*** Opening The data ***
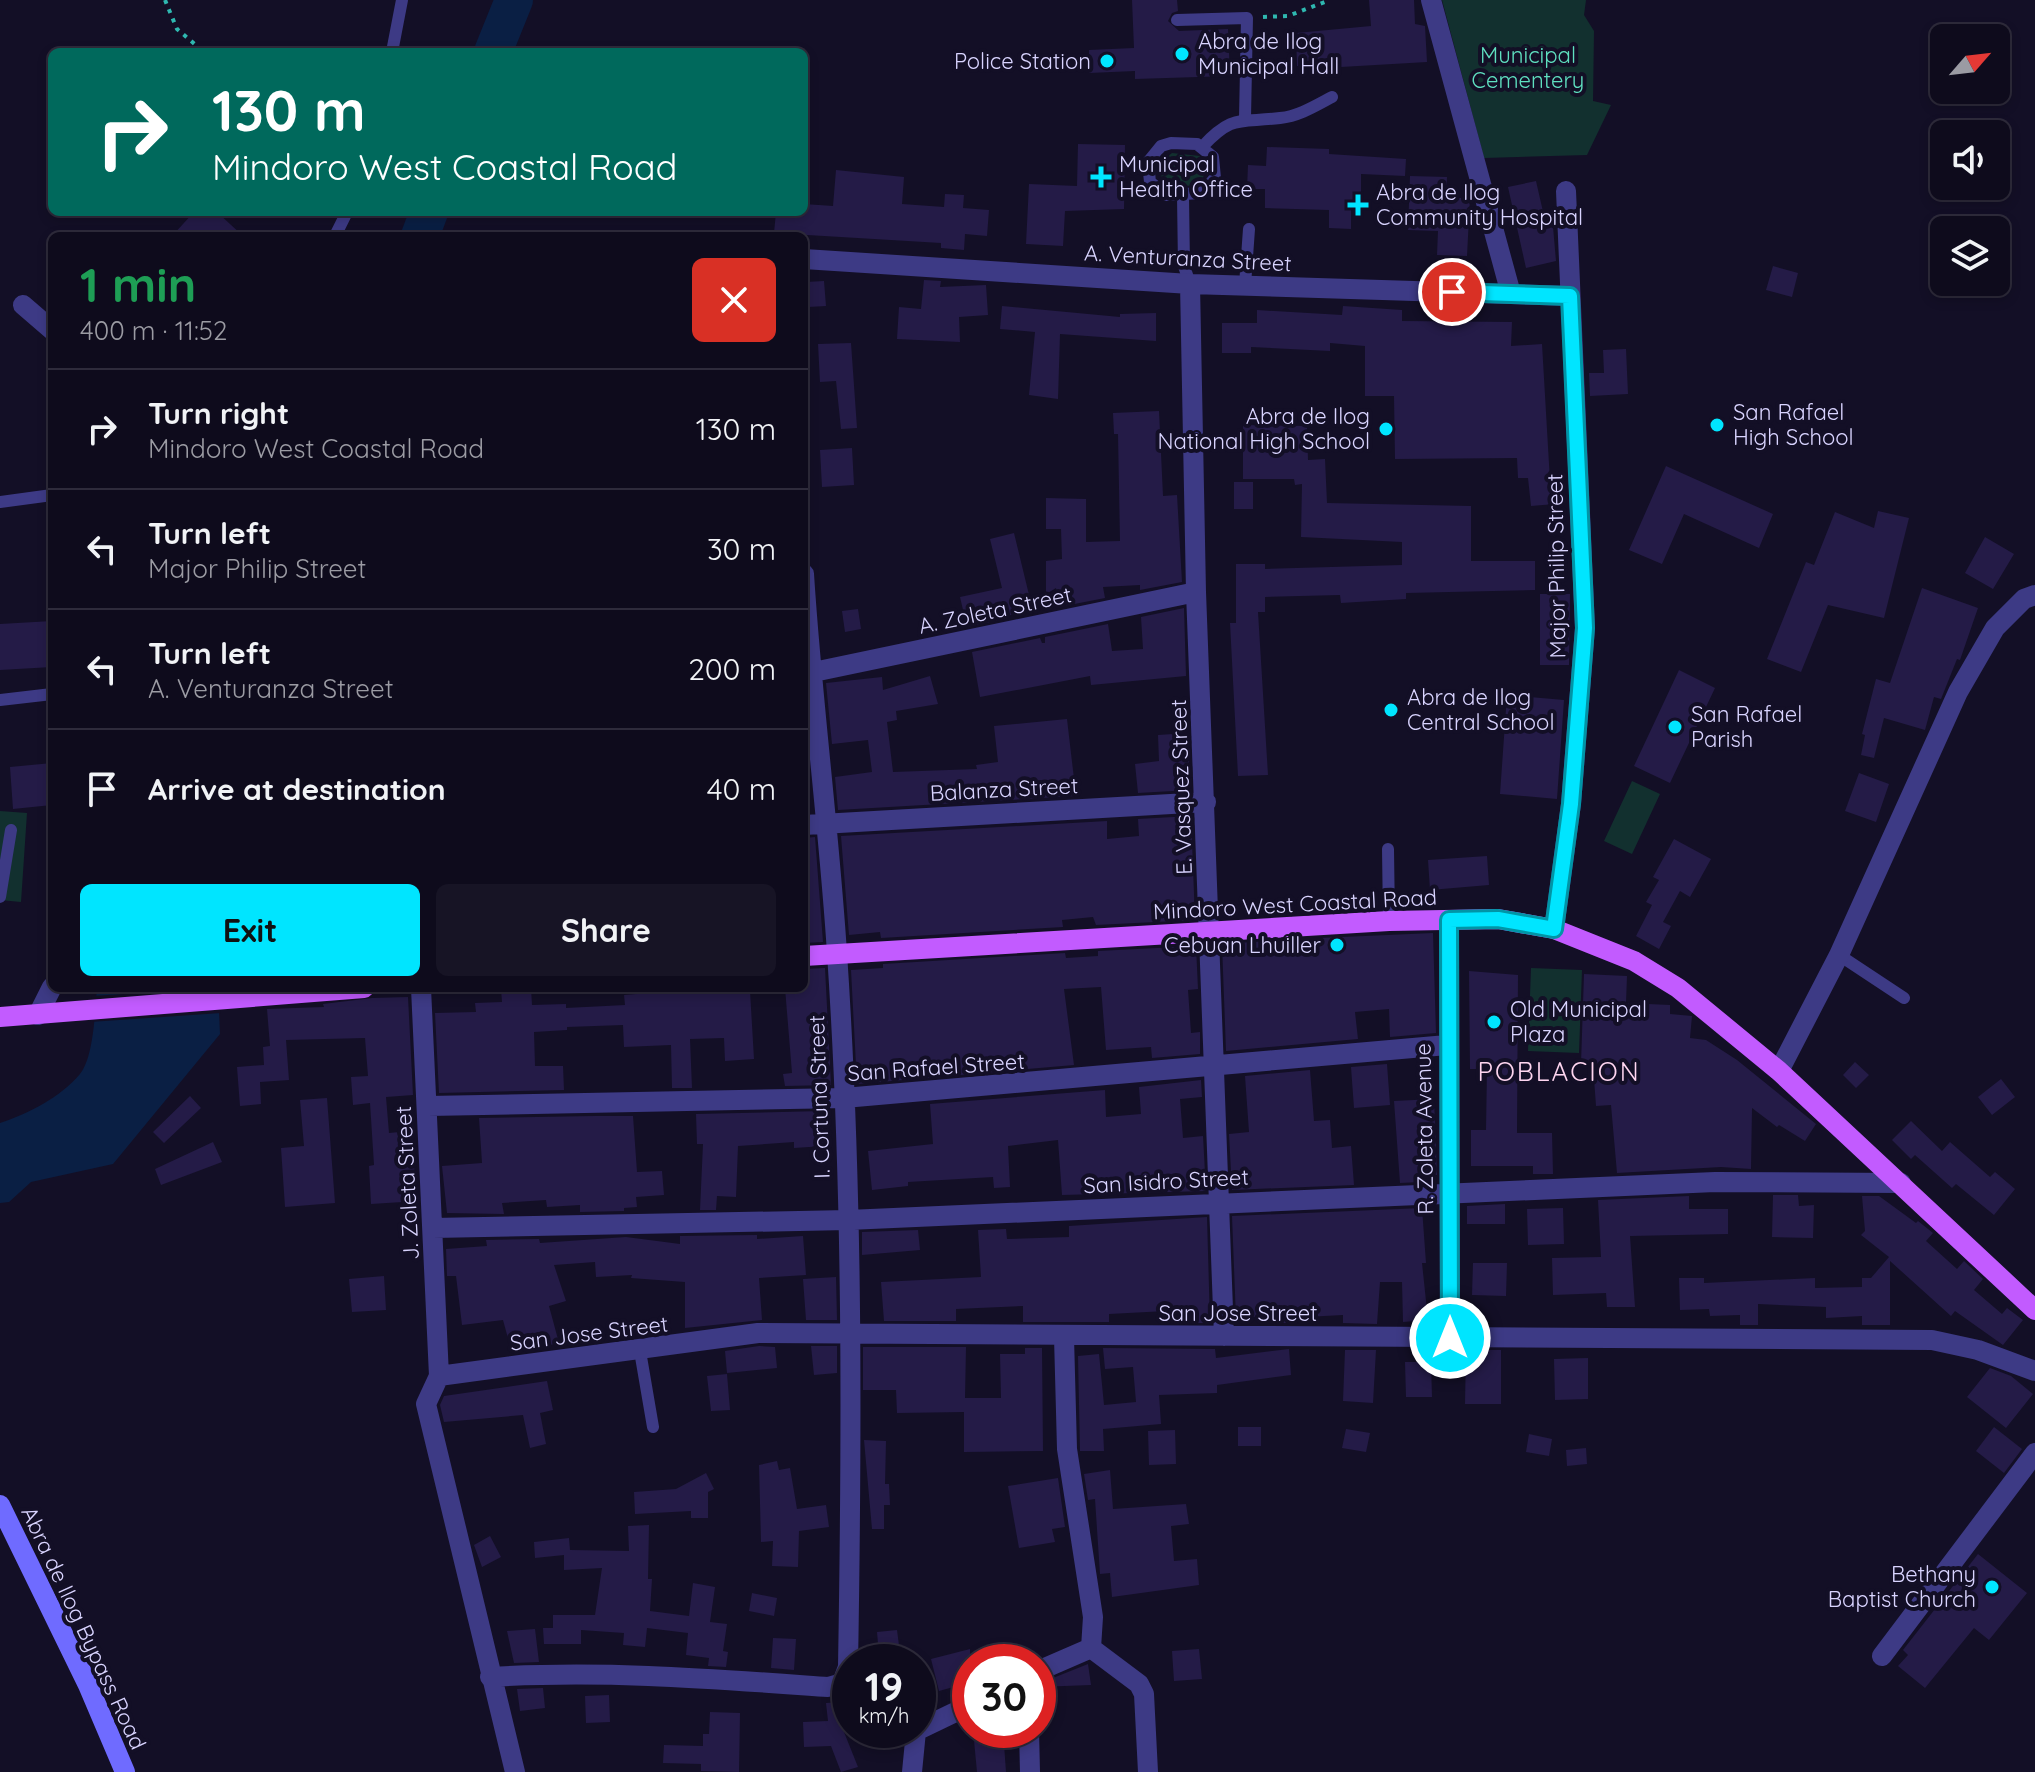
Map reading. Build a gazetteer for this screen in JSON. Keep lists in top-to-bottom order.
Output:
{
  "streets": {
    "main road": ["Mindoro West Coastal Road", "Abra de Ilog Bypass Road"],
    "street": [
      "A. Venturanza Street",
      "Major Philip Street",
      "A. Zoleta Street",
      "E. Vasquez Street",
      "Balanza Street",
      "San Rafael Street",
      "I. Cortuna Street",
      "R. Zoleta Avenue",
      "San Isidro Street",
      "J. Zoleta Street",
      "San Jose Street"
    ]
  },
  "crossings": [
    ["A. Venturanza Street", "Major Philip Street"],
    ["A. Venturanza Street", "E. Vasquez Street"],
    ["Major Philip Street", "Mindoro West Coastal Road"],
    ["A. Zoleta Street", "E. Vasquez Street"],
    ["E. Vasquez Street", "Balanza Street"],
    ["E. Vasquez Street", "Mindoro West Coastal Road"],
    ["E. Vasquez Street", "San Rafael Street"],
    ["E. Vasquez Street", "San Isidro Street"],
    ["E. Vasquez Street", "San Jose Street"],
    ["Balanza Street", "I. Cortuna Street"],
    ["Mindoro West Coastal Road", "I. Cortuna Street"],
    ["Mindoro West Coastal Road", "R. Zoleta Avenue"],
    ["Mindoro West Coastal Road", "San Isidro Street"],
    ["San Rafael Street", "I. Cortuna Street"],
    ["San Rafael Street", "R. Zoleta Avenue"],
    ["San Rafael Street", "J. Zoleta Street"],
    ["I. Cortuna Street", "San Isidro Street"],
    ["I. Cortuna Street", "J. Zoleta Street"],
    ["I. Cortuna Street", "San Jose Street"],
    ["R. Zoleta Avenue", "San Isidro Street"],
    ["R. Zoleta Avenue", "San Jose Street"],
    ["San Isidro Street", "J. Zoleta Street"],
    ["J. Zoleta Street", "San Jose Street"]
  ],
  "districts": ["POBLACION"],
  "parks": ["Municipal Cementery"],
  "places": {
    "other": [
      "Abra de Ilog Municipal Hall",
      "Police Station",
      "San Rafael High School",
      "Abra de Ilog National High School",
      "Abra de Ilog Central School",
      "San Rafael Parish",
      "Cebuan Lhuiller",
      "Old Municipal Plaza",
      "Bethany Baptist Church"
    ],
    "health": ["Municipal Health Office", "Abra de Ilog Community Hospital"]
  },
  "north": "top right",
  "page": {
    "turn": ["130 m", "Mindoro West Coastal Road"],
    "heading": ["1 min", "400 m · 11:52"],
    "list": [
      {
        "name": "Turn right",
        "note": "Mindoro West Coastal Road",
        "value": "130 m"
      },
      {
        "name": "Turn left",
        "note": "Major Philip Street",
        "value": "30 m"
      },
      {
        "name": "Turn left",
        "note": "A. Venturanza Street",
        "value": "200 m"
      },
      {
        "name": "Arrive at destination",
        "value": "40 m"
      }
    ],
    "buttons": ["Exit", "Share"],
    "speed": "19 km/h",
    "limit": "30"
  }
}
*** Closing The data ***
**Task brief:** Report every line of the material above in which "Major" appears.

**Solution to the problem:**
      "Major Philip Street",
    ["A. Venturanza Street", "Major Philip Street"],
    ["Major Philip Street", "Mindoro West Coastal Road"],
        "note": "Major Philip Street",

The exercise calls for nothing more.